Quote every line from the top of the listing down to and including the line that contains "solid #fff;border-radius:50%;background:#1a73e8;box-shadow:0 0".

———

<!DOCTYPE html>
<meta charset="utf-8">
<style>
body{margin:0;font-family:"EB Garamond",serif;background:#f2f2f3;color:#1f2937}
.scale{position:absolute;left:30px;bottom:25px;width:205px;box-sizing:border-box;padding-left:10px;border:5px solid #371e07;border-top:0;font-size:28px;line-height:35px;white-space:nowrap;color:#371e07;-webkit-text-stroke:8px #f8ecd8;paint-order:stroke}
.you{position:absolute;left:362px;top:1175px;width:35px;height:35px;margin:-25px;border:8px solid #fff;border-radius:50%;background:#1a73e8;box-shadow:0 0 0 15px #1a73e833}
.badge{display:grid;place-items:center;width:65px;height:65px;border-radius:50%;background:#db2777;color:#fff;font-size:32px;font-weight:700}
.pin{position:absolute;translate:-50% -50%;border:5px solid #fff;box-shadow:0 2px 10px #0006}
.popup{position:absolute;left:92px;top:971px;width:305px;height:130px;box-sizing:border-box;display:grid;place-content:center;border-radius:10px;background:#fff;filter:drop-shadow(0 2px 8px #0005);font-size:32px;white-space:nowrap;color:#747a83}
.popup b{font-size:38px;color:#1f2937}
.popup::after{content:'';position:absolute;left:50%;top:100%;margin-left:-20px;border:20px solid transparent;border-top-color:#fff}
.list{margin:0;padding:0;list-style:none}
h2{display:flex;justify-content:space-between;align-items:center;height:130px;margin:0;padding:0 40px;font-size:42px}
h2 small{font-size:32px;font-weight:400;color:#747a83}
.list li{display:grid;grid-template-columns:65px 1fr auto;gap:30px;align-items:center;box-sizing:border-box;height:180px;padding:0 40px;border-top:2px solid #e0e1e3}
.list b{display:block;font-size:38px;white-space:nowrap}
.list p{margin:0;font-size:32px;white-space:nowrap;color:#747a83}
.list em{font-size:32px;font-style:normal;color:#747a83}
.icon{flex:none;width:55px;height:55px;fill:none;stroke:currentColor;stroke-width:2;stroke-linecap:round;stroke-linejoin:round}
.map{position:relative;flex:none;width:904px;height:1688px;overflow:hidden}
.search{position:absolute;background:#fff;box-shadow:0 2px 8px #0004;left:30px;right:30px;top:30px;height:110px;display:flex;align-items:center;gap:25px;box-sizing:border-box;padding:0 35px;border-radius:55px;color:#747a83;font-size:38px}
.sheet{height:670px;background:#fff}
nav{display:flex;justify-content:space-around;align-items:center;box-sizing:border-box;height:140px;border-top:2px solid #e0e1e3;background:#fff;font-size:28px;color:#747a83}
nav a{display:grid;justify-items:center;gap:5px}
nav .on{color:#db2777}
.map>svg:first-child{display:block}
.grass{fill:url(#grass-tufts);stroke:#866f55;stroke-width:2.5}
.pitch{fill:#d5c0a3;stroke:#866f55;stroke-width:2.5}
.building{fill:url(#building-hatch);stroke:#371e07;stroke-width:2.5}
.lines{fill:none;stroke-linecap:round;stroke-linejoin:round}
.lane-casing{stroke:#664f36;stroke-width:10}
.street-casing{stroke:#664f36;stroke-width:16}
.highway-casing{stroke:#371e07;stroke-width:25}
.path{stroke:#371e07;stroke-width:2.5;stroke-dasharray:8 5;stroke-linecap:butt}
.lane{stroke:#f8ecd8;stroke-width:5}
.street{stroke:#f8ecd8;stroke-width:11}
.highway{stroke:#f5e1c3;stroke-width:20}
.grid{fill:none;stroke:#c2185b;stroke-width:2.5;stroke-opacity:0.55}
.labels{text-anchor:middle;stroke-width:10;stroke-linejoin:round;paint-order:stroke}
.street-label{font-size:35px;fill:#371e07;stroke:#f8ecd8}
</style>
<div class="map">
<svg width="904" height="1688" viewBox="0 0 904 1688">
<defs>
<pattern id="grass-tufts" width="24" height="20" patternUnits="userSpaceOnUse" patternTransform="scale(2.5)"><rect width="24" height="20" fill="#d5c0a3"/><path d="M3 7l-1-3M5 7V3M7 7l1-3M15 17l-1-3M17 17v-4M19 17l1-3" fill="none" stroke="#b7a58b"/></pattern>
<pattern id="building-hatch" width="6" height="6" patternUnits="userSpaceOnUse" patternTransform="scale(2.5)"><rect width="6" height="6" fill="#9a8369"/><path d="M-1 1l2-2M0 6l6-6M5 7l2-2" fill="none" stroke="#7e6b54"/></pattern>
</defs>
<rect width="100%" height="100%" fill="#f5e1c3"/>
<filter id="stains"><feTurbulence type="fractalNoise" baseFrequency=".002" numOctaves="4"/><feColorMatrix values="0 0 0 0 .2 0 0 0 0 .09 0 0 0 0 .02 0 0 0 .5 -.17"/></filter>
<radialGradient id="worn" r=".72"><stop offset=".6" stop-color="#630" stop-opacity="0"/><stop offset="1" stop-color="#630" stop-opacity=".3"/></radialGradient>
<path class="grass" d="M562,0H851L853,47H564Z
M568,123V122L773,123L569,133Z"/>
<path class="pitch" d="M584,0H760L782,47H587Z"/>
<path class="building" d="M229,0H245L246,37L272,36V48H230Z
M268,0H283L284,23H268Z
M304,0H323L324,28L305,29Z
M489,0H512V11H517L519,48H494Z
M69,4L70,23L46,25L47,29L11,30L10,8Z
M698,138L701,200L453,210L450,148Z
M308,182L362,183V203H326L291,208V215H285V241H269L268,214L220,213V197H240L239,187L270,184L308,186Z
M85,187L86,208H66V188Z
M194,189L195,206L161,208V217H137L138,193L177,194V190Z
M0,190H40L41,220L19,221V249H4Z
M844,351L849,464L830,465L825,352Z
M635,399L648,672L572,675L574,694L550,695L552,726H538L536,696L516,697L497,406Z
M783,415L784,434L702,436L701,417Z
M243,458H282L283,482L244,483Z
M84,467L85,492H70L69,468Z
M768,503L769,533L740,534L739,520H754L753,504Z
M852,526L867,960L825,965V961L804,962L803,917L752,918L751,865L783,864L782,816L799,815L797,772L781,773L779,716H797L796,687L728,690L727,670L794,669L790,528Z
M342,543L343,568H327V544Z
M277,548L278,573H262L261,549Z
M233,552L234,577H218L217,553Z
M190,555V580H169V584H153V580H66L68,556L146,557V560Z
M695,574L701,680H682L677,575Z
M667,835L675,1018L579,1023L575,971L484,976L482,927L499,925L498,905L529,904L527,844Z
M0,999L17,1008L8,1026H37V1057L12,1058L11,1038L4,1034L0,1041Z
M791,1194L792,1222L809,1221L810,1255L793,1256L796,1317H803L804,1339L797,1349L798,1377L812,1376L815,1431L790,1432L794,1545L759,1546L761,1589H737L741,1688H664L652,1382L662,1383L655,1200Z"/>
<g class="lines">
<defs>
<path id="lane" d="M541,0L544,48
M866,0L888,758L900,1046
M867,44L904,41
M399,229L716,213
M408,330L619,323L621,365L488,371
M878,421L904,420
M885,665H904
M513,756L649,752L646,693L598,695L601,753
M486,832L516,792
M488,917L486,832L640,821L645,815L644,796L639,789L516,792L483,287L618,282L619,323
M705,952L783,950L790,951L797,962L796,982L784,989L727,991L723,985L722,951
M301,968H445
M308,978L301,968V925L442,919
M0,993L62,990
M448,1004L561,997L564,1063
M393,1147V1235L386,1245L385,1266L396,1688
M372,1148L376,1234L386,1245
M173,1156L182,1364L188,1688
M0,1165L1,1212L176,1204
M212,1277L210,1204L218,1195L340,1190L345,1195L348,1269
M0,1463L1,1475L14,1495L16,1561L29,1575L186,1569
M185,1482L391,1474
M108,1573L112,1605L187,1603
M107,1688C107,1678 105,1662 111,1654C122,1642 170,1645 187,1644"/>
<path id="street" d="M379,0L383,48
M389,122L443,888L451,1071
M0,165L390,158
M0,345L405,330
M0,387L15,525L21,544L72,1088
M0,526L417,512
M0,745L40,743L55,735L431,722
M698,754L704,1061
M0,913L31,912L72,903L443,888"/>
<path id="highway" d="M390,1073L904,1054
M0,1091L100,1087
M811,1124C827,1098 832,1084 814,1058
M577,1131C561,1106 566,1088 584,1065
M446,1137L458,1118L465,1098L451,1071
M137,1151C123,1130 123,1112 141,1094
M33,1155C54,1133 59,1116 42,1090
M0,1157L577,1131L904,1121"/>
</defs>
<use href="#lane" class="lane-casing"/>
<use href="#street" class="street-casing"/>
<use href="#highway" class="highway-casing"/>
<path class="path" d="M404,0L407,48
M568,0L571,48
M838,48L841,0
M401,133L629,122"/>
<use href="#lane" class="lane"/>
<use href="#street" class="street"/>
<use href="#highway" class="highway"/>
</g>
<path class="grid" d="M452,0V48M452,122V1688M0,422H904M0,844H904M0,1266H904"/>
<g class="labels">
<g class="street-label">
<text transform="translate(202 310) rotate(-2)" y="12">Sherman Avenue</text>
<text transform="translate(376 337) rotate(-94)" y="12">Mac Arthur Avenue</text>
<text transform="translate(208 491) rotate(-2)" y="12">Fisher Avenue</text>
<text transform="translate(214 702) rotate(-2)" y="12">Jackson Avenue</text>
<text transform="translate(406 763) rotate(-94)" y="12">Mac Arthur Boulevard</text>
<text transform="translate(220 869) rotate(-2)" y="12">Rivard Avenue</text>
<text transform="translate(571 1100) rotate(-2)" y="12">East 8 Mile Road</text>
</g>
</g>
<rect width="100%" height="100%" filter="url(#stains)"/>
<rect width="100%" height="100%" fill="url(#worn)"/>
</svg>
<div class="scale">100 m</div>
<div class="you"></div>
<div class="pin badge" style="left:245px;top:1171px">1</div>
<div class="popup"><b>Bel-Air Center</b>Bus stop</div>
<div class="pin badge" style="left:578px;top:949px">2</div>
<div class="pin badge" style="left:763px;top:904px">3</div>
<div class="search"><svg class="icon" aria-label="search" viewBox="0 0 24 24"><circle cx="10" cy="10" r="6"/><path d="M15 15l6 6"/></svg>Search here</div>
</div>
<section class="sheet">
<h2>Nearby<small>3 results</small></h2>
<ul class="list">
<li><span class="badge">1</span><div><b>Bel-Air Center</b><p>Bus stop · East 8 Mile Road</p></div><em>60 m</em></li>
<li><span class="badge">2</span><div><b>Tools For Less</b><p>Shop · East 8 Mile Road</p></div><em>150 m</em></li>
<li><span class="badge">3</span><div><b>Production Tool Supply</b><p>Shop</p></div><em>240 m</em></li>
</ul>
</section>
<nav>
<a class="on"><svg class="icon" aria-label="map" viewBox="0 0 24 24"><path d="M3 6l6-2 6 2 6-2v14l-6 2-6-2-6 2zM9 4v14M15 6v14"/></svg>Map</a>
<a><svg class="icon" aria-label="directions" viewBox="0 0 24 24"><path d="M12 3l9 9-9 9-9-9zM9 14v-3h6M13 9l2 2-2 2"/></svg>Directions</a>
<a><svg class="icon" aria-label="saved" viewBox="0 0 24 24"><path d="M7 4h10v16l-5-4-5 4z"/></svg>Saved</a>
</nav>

———

■ RESPONSE BELOW ■
<!DOCTYPE html>
<meta charset="utf-8">
<style>
body{margin:0;font-family:"EB Garamond",serif;background:#f2f2f3;color:#1f2937}
.scale{position:absolute;left:30px;bottom:25px;width:205px;box-sizing:border-box;padding-left:10px;border:5px solid #371e07;border-top:0;font-size:28px;line-height:35px;white-space:nowrap;color:#371e07;-webkit-text-stroke:8px #f8ecd8;paint-order:stroke}
.you{position:absolute;left:362px;top:1175px;width:35px;height:35px;margin:-25px;border:8px solid #fff;border-radius:50%;background:#1a73e8;box-shadow:0 0 0 15px #1a73e833}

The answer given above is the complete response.